Collected data entries

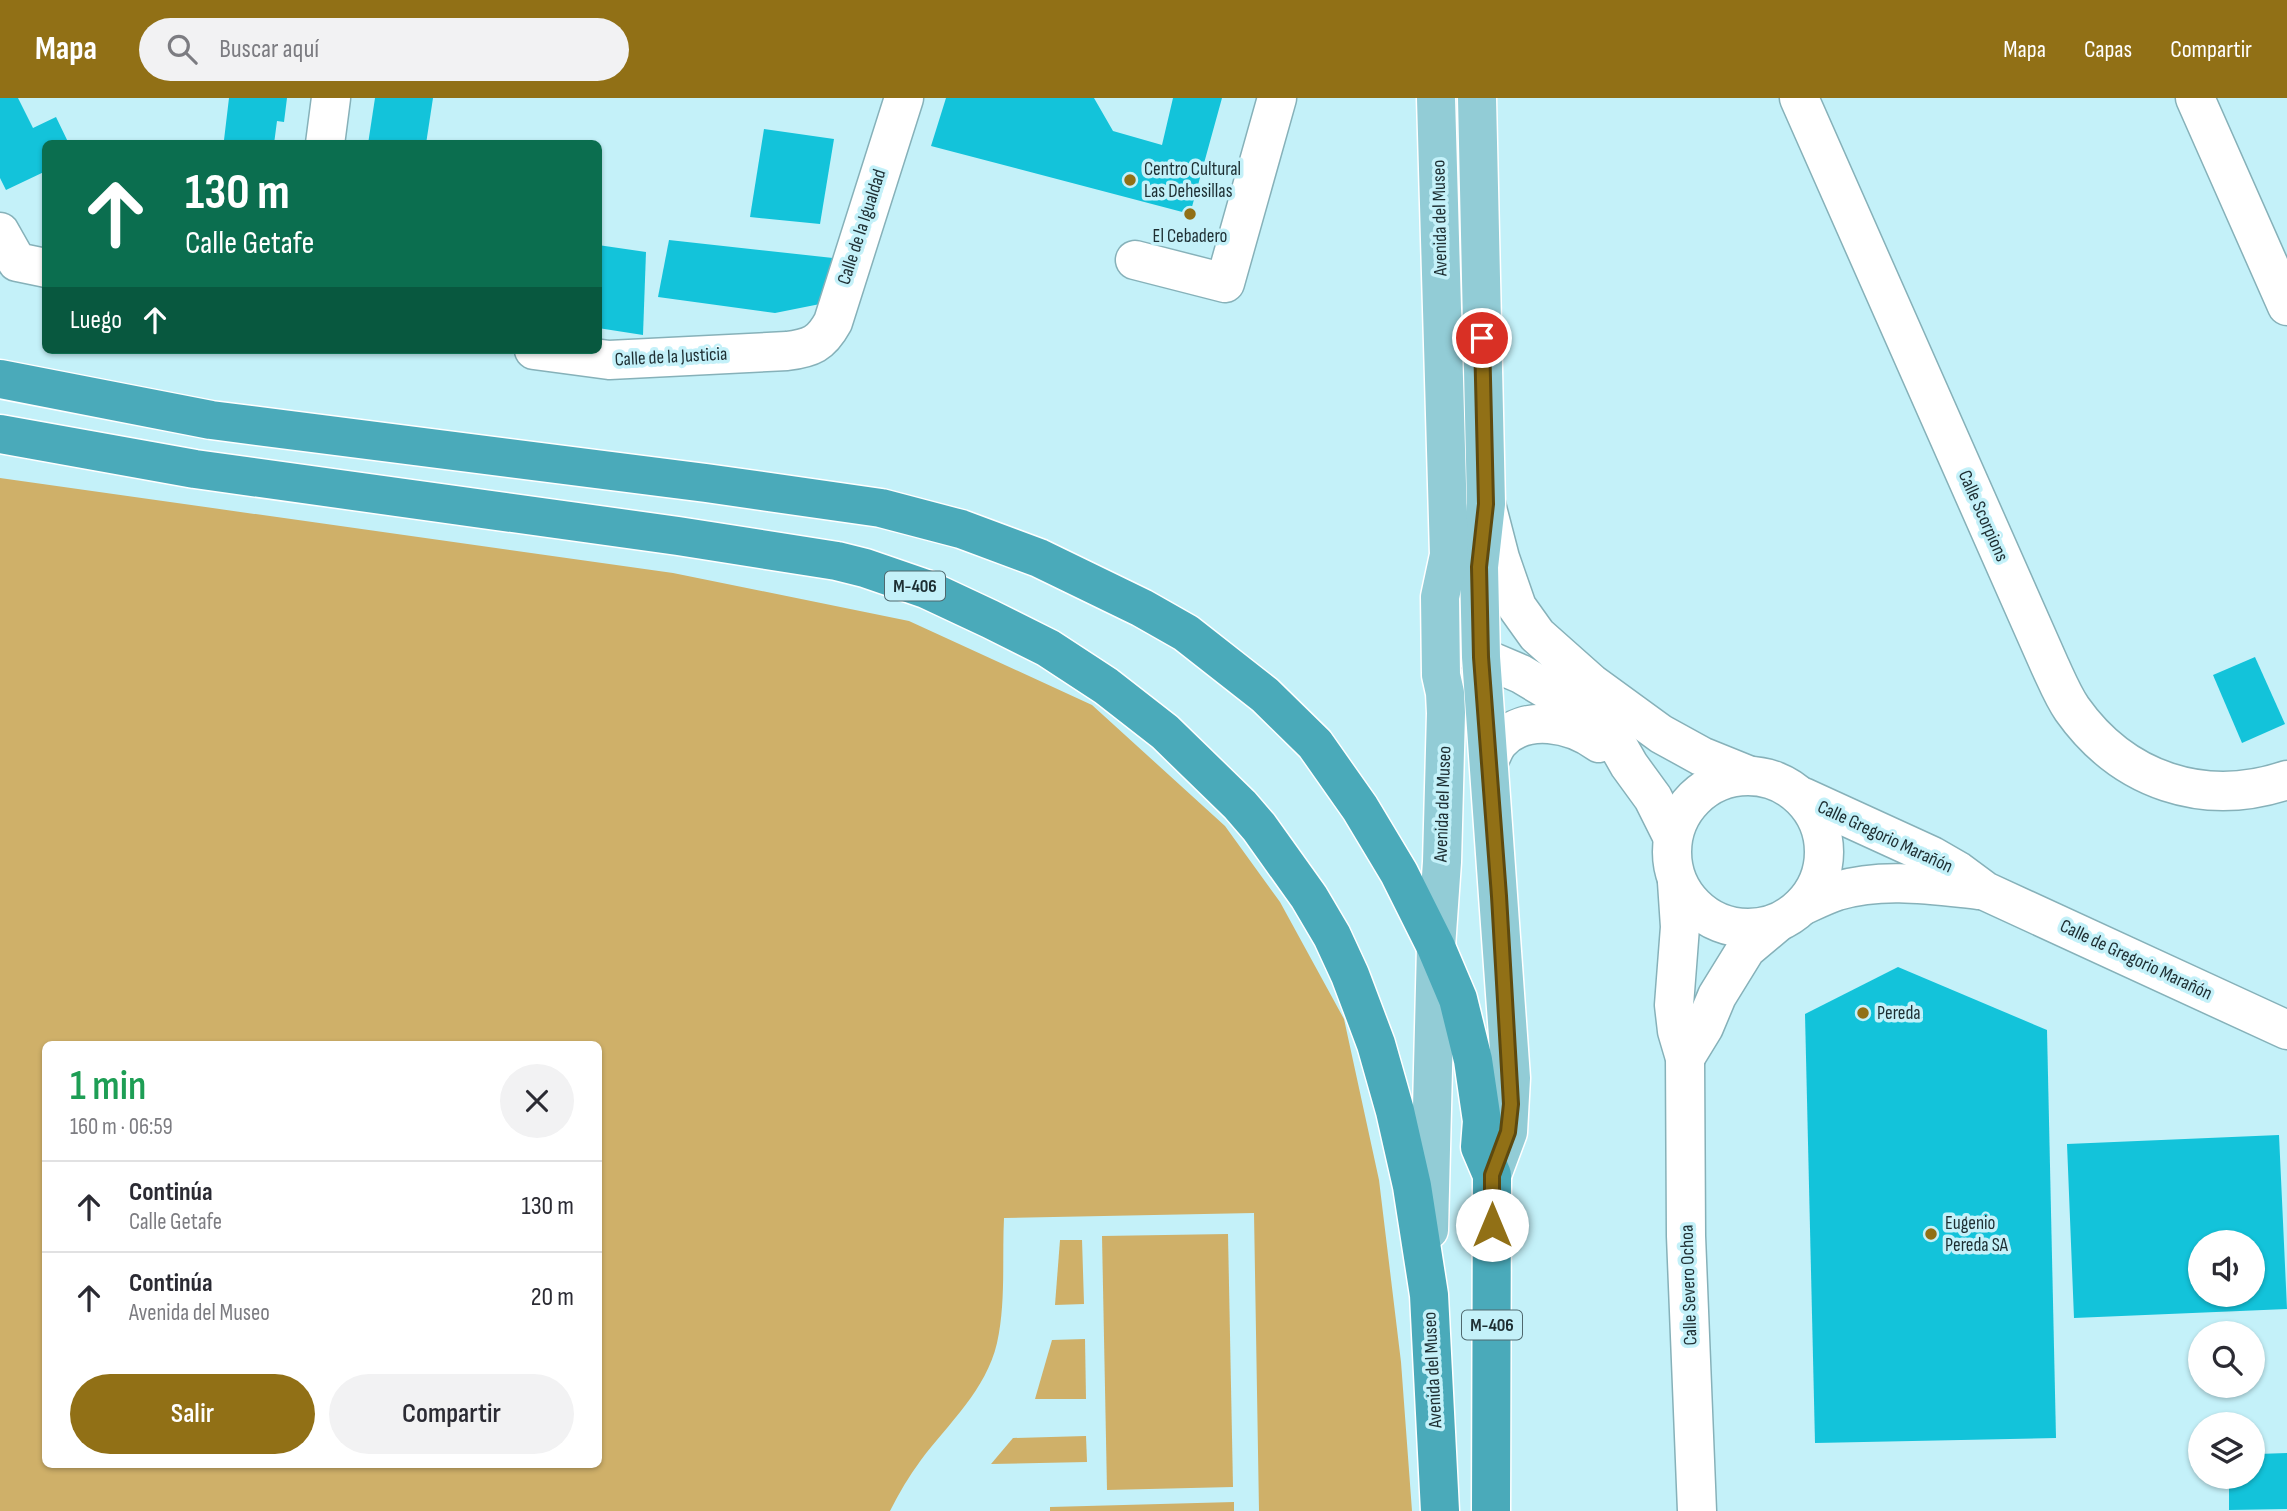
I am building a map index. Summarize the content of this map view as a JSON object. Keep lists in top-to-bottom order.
{
  "streets": {
    "highway": ["Avenida del Museo", "M-406"],
    "street": [
      "Calle de la Igualdad",
      "Calle de la Justicia",
      "Calle Scorpions",
      "Calle Gregorio Marañón",
      "Calle de Gregorio Marañón",
      "Calle Severo Ochoa"
    ]
  },
  "crossings": [
    ["Avenida del Museo", "M-406"],
    ["Calle de la Igualdad", "Calle de la Justicia"],
    ["Calle Gregorio Marañón", "Calle de Gregorio Marañón"],
    ["Calle Gregorio Marañón", "Calle Severo Ochoa"]
  ],
  "places": [
    "Centro Cultural Las Dehesillas",
    "El Cebadero",
    "Pereda",
    "Eugenio Pereda SA"
  ],
  "page": {
    "header": "Mapa",
    "search": "Buscar aquí",
    "nav": ["Mapa", "Capas", "Compartir"],
    "turn": ["130 m", "Calle Getafe"],
    "then": "Luego",
    "heading": ["1 min", "160 m · 06:59"],
    "list": [
      {
        "name": "Continúa",
        "note": "Calle Getafe",
        "value": "130 m"
      },
      {
        "name": "Continúa",
        "note": "Avenida del Museo",
        "value": "20 m"
      }
    ],
    "buttons": ["Salir", "Compartir"]
  }
}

*AIM OF THE TASK:*
Text only, pictures out: give every record again as written.

*RESULT FOR THIS EXERCISE:*
I am building a map index. Summarize the content of this map view as a JSON object. Keep lists in top-to-bottom order.
{
  "streets": {
    "highway": ["Avenida del Museo", "M-406"],
    "street": [
      "Calle de la Igualdad",
      "Calle de la Justicia",
      "Calle Scorpions",
      "Calle Gregorio Marañón",
      "Calle de Gregorio Marañón",
      "Calle Severo Ochoa"
    ]
  },
  "crossings": [
    ["Avenida del Museo", "M-406"],
    ["Calle de la Igualdad", "Calle de la Justicia"],
    ["Calle Gregorio Marañón", "Calle de Gregorio Marañón"],
    ["Calle Gregorio Marañón", "Calle Severo Ochoa"]
  ],
  "places": [
    "Centro Cultural Las Dehesillas",
    "El Cebadero",
    "Pereda",
    "Eugenio Pereda SA"
  ],
  "page": {
    "header": "Mapa",
    "search": "Buscar aquí",
    "nav": ["Mapa", "Capas", "Compartir"],
    "turn": ["130 m", "Calle Getafe"],
    "then": "Luego",
    "heading": ["1 min", "160 m · 06:59"],
    "list": [
      {
        "name": "Continúa",
        "note": "Calle Getafe",
        "value": "130 m"
      },
      {
        "name": "Continúa",
        "note": "Avenida del Museo",
        "value": "20 m"
      }
    ],
    "buttons": ["Salir", "Compartir"]
  }
}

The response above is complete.